Новое направление ученика возмутило Веселовского. Мудрый холодный старик хорошо видел последствия -- эклектизм, сумбур, "вечно московское": последнее его петербургскому сердцу было противнее полного законченного обскуратизма. Наступило охлаждение, и когда подошло окончание университета, Веселовский не слишком настаивал на оставлении при факультете поклонника Соловьева. Просить, клянчить, ловить подачку... Де-ла Барт вскипел и предпочел ехать в провинцию, учителем французского языка. Здесь опять заговорила романтика галла, освоившегося с Россией с чужих слов, с песен поэтов. Он думал попасть в тихий город старинных преданий, где бодро работать, где мысль крепнет в могучем дыхании ушедшего. И попал в Винницу...
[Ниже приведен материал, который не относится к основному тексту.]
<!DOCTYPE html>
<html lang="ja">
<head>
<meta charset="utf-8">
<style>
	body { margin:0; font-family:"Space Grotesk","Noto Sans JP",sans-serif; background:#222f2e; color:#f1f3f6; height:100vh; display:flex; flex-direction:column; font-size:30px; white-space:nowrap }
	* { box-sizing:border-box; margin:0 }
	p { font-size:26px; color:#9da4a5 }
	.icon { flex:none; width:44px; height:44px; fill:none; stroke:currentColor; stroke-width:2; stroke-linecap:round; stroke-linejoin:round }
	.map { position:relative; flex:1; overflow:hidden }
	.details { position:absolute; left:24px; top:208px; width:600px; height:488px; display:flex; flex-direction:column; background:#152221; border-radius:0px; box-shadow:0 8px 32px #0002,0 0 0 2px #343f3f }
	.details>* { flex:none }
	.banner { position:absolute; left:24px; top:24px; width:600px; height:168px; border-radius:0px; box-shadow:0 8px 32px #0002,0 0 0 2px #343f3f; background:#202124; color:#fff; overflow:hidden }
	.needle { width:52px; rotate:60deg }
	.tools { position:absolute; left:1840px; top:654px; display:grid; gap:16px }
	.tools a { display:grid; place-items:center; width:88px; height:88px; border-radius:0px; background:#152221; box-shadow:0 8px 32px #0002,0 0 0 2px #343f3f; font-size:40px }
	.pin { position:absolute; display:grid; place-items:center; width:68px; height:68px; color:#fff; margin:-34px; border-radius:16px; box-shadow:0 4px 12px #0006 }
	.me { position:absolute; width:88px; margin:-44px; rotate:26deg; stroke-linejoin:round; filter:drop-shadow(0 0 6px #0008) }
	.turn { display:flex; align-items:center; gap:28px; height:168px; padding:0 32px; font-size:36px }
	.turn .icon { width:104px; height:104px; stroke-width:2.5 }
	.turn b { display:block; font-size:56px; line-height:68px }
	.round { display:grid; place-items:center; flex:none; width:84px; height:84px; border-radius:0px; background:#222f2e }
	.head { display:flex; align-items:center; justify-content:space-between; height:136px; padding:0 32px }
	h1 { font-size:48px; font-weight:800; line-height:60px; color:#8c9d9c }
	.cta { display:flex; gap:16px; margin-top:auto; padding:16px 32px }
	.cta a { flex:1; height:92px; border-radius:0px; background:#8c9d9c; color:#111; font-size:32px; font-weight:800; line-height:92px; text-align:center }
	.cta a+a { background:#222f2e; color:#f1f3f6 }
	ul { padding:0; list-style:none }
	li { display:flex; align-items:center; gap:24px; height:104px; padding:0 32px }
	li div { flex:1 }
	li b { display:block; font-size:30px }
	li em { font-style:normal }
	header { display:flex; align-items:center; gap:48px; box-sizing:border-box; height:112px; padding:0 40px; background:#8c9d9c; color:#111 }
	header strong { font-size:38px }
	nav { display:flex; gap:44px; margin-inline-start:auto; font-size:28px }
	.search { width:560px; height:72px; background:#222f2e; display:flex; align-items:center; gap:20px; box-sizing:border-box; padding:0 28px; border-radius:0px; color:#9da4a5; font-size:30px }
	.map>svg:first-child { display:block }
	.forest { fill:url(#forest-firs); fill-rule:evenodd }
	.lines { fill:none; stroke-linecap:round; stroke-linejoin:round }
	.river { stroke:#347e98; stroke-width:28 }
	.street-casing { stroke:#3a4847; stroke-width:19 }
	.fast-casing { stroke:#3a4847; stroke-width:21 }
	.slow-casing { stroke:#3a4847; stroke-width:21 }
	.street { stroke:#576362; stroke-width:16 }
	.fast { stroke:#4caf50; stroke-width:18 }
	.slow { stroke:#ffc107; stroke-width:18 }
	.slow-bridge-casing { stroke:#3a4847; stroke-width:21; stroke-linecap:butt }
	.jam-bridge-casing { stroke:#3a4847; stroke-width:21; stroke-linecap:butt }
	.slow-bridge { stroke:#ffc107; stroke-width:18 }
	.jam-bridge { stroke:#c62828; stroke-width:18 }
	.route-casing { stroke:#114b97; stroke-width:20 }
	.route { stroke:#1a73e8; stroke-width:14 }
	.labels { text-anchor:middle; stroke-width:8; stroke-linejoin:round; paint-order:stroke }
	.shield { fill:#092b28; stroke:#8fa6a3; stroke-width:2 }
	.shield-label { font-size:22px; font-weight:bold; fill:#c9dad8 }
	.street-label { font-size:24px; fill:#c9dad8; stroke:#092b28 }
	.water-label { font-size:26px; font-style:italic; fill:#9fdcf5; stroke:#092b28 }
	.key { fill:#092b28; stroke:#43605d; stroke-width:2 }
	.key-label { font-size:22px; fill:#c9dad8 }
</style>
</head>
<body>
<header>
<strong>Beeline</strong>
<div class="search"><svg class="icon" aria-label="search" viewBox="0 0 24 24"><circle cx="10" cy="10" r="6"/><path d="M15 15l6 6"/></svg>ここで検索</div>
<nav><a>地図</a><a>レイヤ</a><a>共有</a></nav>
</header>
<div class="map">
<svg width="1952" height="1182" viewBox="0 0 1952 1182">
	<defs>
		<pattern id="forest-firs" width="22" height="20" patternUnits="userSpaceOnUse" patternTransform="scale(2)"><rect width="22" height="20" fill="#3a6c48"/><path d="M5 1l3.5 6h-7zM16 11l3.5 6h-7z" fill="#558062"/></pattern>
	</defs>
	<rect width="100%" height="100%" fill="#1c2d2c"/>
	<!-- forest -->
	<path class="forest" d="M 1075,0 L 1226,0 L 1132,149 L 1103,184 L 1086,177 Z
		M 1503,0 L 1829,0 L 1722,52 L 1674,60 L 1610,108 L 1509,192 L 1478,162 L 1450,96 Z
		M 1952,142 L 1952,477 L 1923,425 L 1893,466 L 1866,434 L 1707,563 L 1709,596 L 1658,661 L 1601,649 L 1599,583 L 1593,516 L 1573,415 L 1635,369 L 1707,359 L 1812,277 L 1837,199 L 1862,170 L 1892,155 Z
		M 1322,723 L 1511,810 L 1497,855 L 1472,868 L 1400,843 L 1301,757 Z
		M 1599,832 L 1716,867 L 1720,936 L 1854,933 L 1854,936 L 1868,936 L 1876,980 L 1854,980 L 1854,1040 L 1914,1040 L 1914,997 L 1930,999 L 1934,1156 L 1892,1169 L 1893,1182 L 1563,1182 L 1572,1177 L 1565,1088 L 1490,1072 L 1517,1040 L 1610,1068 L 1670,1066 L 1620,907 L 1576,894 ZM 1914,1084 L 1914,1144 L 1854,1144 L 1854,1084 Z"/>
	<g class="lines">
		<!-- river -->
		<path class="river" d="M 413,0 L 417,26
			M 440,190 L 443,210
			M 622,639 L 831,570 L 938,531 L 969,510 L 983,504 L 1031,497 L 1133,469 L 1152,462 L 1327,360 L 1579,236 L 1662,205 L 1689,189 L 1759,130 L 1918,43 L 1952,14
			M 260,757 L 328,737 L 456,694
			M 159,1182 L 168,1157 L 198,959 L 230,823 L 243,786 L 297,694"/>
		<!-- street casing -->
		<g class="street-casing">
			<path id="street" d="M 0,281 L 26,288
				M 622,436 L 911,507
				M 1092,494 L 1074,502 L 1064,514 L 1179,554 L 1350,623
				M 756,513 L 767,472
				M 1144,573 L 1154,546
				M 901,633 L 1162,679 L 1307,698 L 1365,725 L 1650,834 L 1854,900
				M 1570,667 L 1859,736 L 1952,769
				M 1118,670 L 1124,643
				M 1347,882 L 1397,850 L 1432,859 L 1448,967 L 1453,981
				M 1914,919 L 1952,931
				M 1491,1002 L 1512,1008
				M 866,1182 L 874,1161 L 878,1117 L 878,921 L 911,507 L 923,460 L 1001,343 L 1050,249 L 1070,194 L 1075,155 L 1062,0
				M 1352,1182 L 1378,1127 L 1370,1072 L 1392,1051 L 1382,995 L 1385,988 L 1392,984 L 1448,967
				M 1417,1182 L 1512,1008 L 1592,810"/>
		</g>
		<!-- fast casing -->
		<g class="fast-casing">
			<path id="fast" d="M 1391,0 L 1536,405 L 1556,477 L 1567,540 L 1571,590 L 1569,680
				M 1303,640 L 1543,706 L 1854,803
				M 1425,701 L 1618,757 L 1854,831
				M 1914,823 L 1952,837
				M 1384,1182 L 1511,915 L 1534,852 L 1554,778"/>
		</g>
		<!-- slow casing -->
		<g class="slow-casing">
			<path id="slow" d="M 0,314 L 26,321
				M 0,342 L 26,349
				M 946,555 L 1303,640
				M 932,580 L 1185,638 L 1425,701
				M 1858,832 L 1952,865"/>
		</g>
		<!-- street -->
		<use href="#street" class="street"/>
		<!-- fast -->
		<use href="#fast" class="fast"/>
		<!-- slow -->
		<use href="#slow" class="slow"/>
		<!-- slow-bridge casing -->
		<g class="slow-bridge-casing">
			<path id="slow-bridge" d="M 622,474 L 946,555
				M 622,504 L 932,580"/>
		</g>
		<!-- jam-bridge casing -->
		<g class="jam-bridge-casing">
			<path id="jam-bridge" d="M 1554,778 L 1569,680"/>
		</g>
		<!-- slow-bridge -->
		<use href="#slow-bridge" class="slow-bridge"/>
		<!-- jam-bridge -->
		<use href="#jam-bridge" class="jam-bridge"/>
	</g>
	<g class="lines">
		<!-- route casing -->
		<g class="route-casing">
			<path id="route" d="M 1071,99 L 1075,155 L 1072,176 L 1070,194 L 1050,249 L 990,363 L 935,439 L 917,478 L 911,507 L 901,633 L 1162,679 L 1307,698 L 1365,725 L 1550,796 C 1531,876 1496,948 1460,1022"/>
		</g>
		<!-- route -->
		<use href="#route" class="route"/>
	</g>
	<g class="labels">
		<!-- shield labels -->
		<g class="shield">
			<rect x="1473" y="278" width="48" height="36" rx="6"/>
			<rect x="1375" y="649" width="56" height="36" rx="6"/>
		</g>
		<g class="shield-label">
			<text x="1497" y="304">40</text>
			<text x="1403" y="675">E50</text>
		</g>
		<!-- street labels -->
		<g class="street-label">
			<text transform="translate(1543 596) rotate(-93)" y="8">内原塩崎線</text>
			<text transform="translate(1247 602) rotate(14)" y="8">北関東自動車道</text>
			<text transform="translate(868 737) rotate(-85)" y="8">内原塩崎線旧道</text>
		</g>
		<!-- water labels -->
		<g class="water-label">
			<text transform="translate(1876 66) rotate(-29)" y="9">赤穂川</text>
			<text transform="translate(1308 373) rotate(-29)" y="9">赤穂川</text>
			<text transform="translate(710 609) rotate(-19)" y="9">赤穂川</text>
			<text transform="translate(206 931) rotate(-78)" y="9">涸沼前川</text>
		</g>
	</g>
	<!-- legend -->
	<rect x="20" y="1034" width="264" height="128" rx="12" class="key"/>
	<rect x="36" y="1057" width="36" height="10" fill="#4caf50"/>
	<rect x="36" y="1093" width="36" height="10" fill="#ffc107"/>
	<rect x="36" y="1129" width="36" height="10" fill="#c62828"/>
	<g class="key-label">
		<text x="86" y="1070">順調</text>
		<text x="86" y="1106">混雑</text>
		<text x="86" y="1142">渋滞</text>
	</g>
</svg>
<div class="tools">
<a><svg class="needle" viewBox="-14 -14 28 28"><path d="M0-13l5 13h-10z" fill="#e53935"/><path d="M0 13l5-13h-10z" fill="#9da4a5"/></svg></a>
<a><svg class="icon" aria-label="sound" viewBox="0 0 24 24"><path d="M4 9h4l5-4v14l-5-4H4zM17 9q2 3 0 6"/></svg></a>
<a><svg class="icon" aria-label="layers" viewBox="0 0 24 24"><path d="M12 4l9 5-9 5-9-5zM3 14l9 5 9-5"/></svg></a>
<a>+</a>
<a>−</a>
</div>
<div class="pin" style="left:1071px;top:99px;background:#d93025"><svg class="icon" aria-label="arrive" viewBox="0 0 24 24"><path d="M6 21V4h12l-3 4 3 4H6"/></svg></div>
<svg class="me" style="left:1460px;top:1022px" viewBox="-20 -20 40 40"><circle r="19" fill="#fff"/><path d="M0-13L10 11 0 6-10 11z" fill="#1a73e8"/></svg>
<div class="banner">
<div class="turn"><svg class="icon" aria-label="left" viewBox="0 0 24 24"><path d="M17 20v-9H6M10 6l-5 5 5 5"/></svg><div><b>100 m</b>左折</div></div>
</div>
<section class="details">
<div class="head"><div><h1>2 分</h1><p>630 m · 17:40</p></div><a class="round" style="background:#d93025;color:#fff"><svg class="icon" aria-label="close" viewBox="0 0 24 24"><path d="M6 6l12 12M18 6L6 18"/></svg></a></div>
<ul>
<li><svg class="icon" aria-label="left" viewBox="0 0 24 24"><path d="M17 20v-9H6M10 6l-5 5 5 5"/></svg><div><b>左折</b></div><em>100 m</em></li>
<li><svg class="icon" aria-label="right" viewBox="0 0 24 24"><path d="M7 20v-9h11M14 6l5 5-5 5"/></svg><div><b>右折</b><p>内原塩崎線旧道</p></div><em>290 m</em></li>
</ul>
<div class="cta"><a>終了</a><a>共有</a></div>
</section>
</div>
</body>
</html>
Шли девяностые годы. Скука и мерзость правления Александра III, -- Передоновшина маленького городка, неметеные комнаты, немощеные мостовые, забитые чинуши, убогие еврейские ремесленники, местные дамы, неслыханный омерзительный жаргон... Какая буря поднималась в его страстной гордой душе, когда день за днем, пять часов подряд, приходилось твердить с прыщавыми недорослями неправильные глаголы и объяснять, почему "после si не употребляется conditionnel"... Как тосковал, как метался он в своем сперва добровольном, потом вынужденном уединении! Годы в Виннице подорвали его здоровье, породили обидчивость, раздражительность, жажду мести. Но они же стали благодетельной причиной того, что де-ла Барт смог впоследствии сыграть свою огромную, почти пока никому не известную роль в жизни русской эстетической культуры. В одиночестве, видя вокруг свиные рыла, де-ла Барт переболел и начал понимать яснее. Он узнал Россию лучше и ближе, чем ее мог знать даже Вл. Соловьев, не говоря уже о традиционных славянофилах. Через три года он вернулся к исходной точке -- к великой школе Веселовского, к строгому методу учителя, оплодотворенному чисто французским чувством формы. Обе его работы, забытые, осмеянные, не известные тем, кто ему стольким обязан, посвящены форме и ее эволюции, одна методологии изучения поэзии, другая французскому современному стиху.
Теперь, после "Весов", "Аполлона", фаланги символистов, мысли де-ла Барта показались бы лишь честным минимумом, но тогда в мороз народничества и бульварщины он был побит камнями. Т. е. случилось то, что Уайльд определял, как судьбу каждой истины: ее существование короче жизни бабочки, оно целиком в промежутке меж тем, как ее считают парадоксом, и тем, как ее начинают считать тривиальностью...
Де-ла Барт проповедовал целым десятилетием раньше Андрея Белого необходимость особого, чисто музыкального анализа стиха; де-ла Барт доказывал слабость исторического подхода к творчеству, пошлость модного психиатрического... О ритме, о метре, о форме, о строении всей поэтики де-ла Барт сказал то, что, что в эпоху "Весов" затвердили все московские юнцы. Но де-ла Барт имел смелость сказать это все в диссертациях, представленных на рассмотрение замаринованных людей в футлярах. И его осмеяли. В Харькове после защиты его докторской диссертации (посвященной современной французской поэзии) ректор университета, сырой отсталый хохол, воспитанный на литературе 60-х годов, громко выражал свое возмущение. В первый раз в истории факультета постановление о предоставлении искомой степени было лишено даже официальных комплиментов.